══ Data supplied ══

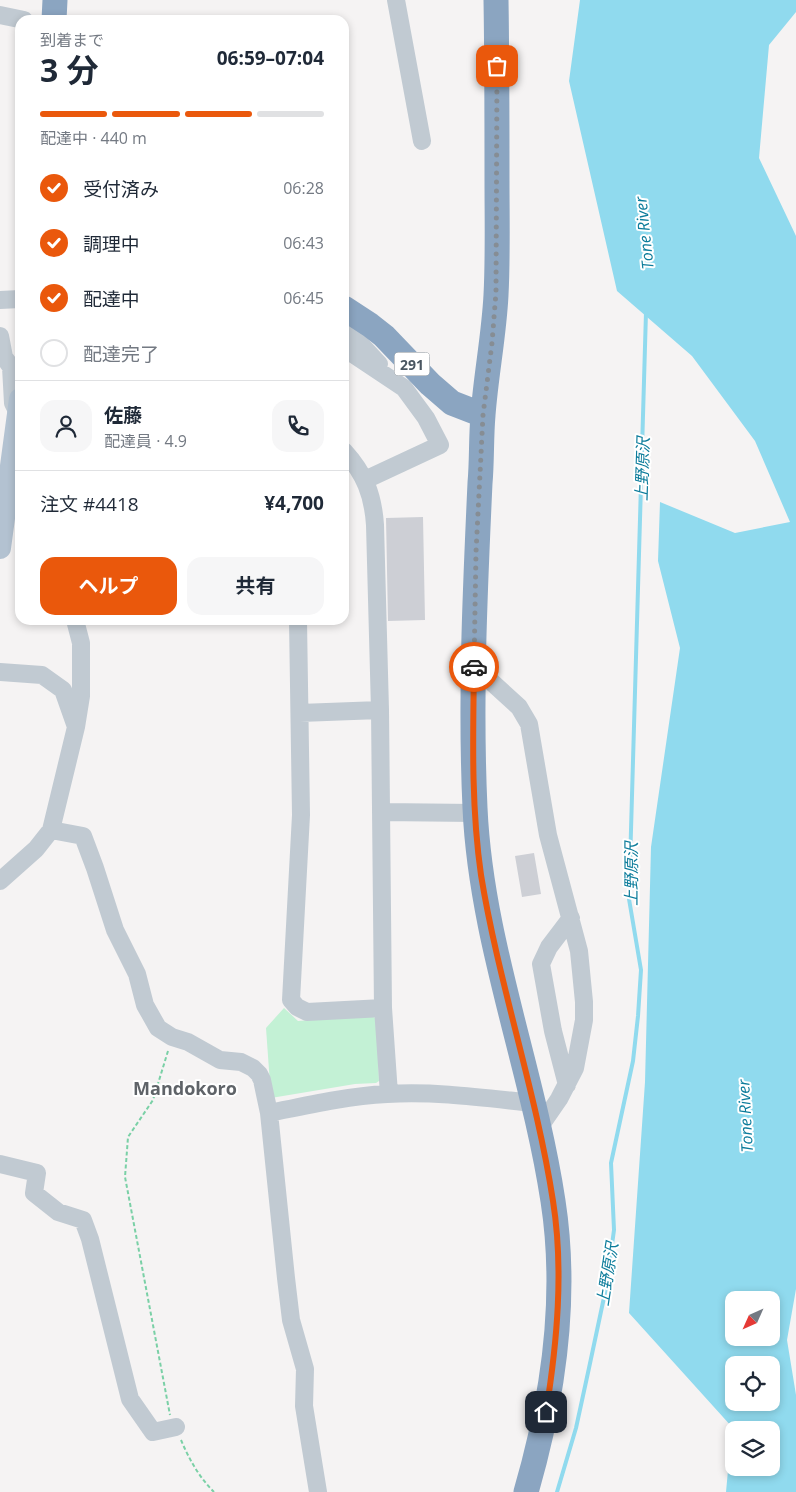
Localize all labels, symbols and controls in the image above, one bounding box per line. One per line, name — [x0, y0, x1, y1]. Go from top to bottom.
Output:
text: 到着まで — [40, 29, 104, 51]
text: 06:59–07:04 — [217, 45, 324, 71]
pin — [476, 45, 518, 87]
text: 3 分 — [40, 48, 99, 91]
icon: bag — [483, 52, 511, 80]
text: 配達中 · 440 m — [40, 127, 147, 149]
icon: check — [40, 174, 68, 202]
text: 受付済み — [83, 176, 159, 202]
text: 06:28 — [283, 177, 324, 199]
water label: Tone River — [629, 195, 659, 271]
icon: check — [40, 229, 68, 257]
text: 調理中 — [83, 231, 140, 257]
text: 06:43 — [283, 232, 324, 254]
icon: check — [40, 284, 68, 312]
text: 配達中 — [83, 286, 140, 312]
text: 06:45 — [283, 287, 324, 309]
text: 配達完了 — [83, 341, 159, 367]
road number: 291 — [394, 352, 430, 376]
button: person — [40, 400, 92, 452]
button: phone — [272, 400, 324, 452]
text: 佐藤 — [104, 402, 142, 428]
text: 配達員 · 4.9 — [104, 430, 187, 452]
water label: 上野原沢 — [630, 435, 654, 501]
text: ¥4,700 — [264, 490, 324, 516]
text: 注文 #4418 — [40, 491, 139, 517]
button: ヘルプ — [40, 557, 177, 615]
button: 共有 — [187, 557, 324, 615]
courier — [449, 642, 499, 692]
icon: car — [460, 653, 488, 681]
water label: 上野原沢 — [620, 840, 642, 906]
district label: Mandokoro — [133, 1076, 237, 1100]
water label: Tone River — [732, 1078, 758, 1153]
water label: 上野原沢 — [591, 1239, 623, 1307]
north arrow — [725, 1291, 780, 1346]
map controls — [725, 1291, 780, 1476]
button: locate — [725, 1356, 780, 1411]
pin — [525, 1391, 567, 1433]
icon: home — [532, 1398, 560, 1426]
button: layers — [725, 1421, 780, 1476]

═══

*What you need to do*:
Exactly as they stand, the entries must be written out again, pictures excluded.

*Solution for this problem*:
Localize all labels, symbols and controls in the image above, one bounding box per line. One per line, name — [x0, y0, x1, y1]. Go from top to bottom.
Output:
text: 到着まで — [40, 29, 104, 51]
text: 06:59–07:04 — [217, 45, 324, 71]
pin — [476, 45, 518, 87]
text: 3 分 — [40, 48, 99, 91]
icon: bag — [483, 52, 511, 80]
text: 配達中 · 440 m — [40, 127, 147, 149]
icon: check — [40, 174, 68, 202]
text: 受付済み — [83, 176, 159, 202]
text: 06:28 — [283, 177, 324, 199]
water label: Tone River — [629, 195, 659, 271]
icon: check — [40, 229, 68, 257]
text: 調理中 — [83, 231, 140, 257]
text: 06:43 — [283, 232, 324, 254]
icon: check — [40, 284, 68, 312]
text: 配達中 — [83, 286, 140, 312]
text: 06:45 — [283, 287, 324, 309]
text: 配達完了 — [83, 341, 159, 367]
road number: 291 — [394, 352, 430, 376]
button: person — [40, 400, 92, 452]
button: phone — [272, 400, 324, 452]
text: 佐藤 — [104, 402, 142, 428]
text: 配達員 · 4.9 — [104, 430, 187, 452]
water label: 上野原沢 — [630, 435, 654, 501]
text: ¥4,700 — [264, 490, 324, 516]
text: 注文 #4418 — [40, 491, 139, 517]
button: ヘルプ — [40, 557, 177, 615]
button: 共有 — [187, 557, 324, 615]
courier — [449, 642, 499, 692]
icon: car — [460, 653, 488, 681]
water label: 上野原沢 — [620, 840, 642, 906]
district label: Mandokoro — [133, 1076, 237, 1100]
water label: Tone River — [732, 1078, 758, 1153]
water label: 上野原沢 — [591, 1239, 623, 1307]
north arrow — [725, 1291, 780, 1346]
map controls — [725, 1291, 780, 1476]
button: locate — [725, 1356, 780, 1411]
pin — [525, 1391, 567, 1433]
icon: home — [532, 1398, 560, 1426]
button: layers — [725, 1421, 780, 1476]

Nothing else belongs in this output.